A wonderful coming-of-age story told through the eyes of three teenagers and wrapped in a killer soundtrack.
What Is It? Mixtape is a 2026 adventure game developed by Beethoven & Dinosaur and published by Annapurna. The coming-of-age story follows a group of three teenage friends in the mid-late ‘90s as they set out to achieve the perfect last day before they head out in separate directions to start their lives. The gameplay elements here are sparse, but the story it tells and the music that ties it all together are worth your time.
You play as Stacy Rockford, the unofficial leader of the group of California teens and aspiring professional music supervisor. Stacy always has the perfect song for the occasion and her playlist for the day’s events mirrors the plan she has mapped out to make sure the group has fun/booze and arrives at the biggest party of the summer at exactly 9:45PM. Van Slater is your lifelong friend who is into making music and riding the waves of the vibes as they come. Cassandra Morino is a former star athlete who joined your group a few years ago as a means of lashing out against her overly strict parents.
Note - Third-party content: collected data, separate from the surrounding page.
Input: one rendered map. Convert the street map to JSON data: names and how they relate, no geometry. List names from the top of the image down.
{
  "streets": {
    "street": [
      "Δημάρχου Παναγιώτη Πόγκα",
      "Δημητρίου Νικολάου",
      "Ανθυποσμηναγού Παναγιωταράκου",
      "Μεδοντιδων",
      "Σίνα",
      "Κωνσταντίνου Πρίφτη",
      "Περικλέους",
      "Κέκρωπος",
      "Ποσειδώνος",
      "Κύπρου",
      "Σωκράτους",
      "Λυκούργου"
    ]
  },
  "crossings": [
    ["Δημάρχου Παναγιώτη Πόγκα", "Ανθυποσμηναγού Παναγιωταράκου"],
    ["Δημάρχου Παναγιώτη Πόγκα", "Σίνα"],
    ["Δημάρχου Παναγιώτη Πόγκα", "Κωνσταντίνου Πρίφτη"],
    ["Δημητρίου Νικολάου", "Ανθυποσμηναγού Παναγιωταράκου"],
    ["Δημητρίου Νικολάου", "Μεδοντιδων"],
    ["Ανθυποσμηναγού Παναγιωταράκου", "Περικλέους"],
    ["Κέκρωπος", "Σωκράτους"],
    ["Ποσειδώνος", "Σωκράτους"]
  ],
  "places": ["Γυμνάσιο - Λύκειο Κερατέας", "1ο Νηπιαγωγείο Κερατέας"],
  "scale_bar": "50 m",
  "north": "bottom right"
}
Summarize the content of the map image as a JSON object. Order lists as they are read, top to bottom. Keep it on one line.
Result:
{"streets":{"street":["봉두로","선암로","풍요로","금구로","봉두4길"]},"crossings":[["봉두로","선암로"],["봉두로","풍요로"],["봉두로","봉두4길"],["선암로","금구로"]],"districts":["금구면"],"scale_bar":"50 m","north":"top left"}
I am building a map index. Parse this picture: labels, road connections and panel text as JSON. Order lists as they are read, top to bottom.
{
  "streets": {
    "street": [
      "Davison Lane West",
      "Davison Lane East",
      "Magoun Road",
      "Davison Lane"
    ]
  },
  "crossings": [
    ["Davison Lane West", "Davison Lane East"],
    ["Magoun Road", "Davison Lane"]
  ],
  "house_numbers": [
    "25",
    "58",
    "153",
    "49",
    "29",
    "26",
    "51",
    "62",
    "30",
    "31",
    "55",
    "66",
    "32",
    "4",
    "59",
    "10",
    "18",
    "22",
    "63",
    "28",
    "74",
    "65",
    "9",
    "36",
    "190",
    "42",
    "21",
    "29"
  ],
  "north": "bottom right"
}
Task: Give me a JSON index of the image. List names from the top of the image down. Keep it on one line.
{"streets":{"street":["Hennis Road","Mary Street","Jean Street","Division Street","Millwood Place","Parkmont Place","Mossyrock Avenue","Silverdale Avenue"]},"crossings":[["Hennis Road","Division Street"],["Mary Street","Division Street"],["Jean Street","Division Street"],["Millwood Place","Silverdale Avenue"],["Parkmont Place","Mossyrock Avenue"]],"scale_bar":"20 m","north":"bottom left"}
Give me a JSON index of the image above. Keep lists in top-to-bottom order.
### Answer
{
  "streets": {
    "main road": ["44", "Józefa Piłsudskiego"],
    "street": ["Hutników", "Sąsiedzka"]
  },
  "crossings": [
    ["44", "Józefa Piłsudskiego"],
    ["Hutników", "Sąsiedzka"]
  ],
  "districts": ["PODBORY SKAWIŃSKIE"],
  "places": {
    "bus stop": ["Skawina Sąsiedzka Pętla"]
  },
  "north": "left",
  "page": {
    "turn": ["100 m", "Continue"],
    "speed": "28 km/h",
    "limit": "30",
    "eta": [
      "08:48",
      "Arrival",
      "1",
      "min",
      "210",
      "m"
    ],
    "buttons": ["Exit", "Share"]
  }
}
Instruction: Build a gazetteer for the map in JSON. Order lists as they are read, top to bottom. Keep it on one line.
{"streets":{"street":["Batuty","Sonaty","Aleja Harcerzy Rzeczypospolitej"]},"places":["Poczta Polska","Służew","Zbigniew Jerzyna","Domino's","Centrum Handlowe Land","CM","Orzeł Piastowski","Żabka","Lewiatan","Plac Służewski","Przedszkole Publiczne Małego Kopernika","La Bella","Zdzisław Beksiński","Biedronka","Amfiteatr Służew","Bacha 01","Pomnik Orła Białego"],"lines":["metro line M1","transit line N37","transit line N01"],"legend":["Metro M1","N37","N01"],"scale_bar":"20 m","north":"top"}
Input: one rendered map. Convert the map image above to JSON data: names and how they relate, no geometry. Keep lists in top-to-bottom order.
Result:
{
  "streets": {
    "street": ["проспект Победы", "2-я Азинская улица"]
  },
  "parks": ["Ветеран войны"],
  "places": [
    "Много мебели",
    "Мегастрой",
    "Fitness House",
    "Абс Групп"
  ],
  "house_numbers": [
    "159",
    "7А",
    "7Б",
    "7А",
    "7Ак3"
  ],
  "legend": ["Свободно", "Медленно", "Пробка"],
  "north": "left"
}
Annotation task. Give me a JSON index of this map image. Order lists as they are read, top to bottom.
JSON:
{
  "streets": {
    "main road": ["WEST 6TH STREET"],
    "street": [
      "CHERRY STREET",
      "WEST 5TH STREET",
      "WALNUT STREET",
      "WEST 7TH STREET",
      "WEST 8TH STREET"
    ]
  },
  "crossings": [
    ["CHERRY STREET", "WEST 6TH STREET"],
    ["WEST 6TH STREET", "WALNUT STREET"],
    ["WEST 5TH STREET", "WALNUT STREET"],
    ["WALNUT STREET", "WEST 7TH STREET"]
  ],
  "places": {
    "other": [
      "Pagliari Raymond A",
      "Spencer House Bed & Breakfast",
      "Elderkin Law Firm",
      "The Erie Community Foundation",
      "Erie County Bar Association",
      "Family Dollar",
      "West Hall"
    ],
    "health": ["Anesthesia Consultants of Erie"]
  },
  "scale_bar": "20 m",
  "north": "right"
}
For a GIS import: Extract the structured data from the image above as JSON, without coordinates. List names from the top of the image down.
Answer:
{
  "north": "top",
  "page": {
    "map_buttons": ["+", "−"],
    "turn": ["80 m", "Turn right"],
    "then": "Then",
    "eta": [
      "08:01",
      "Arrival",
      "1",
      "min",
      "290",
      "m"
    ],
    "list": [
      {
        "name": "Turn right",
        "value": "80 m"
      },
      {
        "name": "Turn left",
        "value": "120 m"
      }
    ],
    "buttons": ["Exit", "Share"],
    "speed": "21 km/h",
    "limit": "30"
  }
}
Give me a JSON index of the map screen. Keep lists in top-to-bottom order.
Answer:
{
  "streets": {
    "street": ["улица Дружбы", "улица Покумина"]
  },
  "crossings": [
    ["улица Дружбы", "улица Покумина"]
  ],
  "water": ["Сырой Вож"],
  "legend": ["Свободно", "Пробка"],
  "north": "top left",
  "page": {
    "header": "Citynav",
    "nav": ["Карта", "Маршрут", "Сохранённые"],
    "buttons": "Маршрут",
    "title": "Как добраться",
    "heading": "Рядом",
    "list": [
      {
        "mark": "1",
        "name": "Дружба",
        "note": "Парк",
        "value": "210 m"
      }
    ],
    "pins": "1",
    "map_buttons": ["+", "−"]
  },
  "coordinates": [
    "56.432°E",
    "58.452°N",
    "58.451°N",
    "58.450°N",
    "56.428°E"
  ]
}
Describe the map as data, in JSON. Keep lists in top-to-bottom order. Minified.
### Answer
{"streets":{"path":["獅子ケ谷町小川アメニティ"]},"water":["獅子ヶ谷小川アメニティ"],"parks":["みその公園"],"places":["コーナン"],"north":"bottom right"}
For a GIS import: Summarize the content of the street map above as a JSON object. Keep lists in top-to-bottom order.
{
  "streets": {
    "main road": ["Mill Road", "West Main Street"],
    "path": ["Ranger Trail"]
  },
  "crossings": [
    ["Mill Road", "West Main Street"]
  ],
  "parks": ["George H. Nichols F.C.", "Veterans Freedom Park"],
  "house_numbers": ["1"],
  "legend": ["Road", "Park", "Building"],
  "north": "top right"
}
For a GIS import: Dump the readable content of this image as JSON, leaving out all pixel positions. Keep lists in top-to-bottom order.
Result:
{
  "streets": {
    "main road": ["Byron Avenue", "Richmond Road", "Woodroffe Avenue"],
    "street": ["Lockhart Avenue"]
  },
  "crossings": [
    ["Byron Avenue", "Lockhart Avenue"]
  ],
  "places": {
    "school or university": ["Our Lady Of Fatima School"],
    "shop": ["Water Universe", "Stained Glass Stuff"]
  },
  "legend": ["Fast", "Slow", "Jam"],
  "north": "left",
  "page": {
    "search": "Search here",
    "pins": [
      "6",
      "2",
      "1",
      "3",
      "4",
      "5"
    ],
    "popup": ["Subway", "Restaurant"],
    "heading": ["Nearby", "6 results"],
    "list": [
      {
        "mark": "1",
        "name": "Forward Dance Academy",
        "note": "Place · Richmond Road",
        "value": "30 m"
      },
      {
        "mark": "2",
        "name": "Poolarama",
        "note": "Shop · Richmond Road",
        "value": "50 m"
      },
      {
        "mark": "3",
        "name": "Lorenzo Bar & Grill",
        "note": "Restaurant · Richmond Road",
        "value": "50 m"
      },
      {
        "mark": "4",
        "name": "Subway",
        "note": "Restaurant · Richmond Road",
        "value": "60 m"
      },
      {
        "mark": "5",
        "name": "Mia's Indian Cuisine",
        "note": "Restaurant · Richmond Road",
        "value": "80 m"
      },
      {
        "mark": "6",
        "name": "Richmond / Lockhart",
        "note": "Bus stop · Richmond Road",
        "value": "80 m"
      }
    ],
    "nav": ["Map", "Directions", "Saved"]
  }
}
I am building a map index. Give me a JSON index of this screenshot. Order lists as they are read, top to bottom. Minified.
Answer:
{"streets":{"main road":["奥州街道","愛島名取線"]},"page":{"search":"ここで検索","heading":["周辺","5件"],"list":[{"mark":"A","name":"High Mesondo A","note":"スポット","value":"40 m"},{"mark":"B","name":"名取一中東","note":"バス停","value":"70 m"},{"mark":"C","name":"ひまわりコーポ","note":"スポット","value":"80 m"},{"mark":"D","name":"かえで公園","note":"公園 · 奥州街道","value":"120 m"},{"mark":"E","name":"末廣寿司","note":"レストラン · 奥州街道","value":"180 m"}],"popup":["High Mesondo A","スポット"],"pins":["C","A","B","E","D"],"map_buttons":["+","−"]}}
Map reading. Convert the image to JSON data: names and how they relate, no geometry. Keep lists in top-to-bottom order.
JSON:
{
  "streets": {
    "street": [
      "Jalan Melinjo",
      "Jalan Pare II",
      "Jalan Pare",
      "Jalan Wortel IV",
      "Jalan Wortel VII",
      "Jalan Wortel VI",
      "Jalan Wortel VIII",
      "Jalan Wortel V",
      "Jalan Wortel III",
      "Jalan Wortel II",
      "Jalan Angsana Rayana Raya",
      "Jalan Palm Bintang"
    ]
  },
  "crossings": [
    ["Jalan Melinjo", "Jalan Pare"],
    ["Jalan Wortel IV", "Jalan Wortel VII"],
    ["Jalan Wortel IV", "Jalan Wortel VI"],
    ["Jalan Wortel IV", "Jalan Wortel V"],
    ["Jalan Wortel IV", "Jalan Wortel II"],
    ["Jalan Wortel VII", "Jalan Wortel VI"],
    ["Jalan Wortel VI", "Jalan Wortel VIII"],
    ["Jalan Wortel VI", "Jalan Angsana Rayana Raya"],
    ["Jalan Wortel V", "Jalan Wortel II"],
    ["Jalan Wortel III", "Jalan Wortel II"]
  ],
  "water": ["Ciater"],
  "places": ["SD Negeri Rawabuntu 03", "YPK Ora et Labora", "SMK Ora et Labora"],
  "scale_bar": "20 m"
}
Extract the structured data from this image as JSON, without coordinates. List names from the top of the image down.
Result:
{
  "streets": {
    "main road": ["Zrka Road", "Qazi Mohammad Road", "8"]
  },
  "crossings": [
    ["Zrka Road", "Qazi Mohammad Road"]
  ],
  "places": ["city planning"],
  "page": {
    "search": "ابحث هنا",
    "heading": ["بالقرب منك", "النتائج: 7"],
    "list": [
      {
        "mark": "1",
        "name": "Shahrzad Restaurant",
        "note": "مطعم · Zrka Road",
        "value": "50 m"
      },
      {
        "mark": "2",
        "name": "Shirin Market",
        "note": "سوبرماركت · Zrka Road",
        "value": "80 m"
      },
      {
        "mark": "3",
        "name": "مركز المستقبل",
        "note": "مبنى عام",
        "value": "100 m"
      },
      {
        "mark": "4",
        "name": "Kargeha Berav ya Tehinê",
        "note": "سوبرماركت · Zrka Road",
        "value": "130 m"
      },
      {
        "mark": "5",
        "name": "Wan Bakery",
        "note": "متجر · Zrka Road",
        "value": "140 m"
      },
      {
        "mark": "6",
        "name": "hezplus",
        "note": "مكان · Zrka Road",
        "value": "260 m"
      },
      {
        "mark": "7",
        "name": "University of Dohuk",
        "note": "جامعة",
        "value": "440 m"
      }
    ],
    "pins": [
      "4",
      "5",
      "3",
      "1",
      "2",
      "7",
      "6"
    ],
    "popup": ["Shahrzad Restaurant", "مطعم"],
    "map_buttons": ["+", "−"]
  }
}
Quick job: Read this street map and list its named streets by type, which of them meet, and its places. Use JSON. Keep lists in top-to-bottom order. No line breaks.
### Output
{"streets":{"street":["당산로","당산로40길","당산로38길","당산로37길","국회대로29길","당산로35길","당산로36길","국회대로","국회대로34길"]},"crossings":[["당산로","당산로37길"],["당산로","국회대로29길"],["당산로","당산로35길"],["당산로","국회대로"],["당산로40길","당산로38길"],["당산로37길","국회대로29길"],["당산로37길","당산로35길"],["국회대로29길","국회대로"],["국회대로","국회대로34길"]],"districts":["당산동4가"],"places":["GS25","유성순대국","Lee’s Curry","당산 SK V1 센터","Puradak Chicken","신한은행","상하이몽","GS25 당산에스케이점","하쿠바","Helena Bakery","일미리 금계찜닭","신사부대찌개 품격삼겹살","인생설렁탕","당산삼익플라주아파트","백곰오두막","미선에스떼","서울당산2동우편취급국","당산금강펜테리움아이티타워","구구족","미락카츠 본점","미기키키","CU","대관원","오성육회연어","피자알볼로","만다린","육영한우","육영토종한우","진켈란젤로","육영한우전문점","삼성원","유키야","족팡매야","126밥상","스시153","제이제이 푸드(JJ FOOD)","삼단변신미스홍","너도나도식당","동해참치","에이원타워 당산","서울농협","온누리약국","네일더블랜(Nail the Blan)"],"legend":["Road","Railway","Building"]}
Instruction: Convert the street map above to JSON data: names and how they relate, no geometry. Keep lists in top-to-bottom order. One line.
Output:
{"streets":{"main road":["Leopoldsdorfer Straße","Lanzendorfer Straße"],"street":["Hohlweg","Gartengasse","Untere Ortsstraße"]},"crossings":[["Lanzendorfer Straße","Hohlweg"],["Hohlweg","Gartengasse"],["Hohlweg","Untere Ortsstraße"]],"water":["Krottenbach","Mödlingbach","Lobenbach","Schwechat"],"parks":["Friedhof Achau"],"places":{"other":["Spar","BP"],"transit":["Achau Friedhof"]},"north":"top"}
The events of the game take place across a single day, with some flashbacks thrown in. Early the next morning, Stacy is heading to New York to chase her dream, and her sister, while Slater and Cassandra embark on the California road trip the three had been planning for years. The fact that Stacy isn’t going is a major source of tension as Stacy exposes on a few occasions throughout the fourth-wall breaking game.
The game plays out in small chapters, each of which is soundtracked by a song that Stacy will explain along the way. You will rummage through each of the character’s rooms, optionally picking up various items to learn more about the friends and their relationship. The “advance the story” items will be marked with a glowing yellow orb, so you know when you’re potentially ending your chance to see the optional bits. The most game-like actions you will do generally come between these chapters as you skate down the town’s streets doing tricks on your way from one house to another, soar through the sky in open fields, or run, jump, and slide through obstacles. None of these last more than two or three minutes and none are actually failable.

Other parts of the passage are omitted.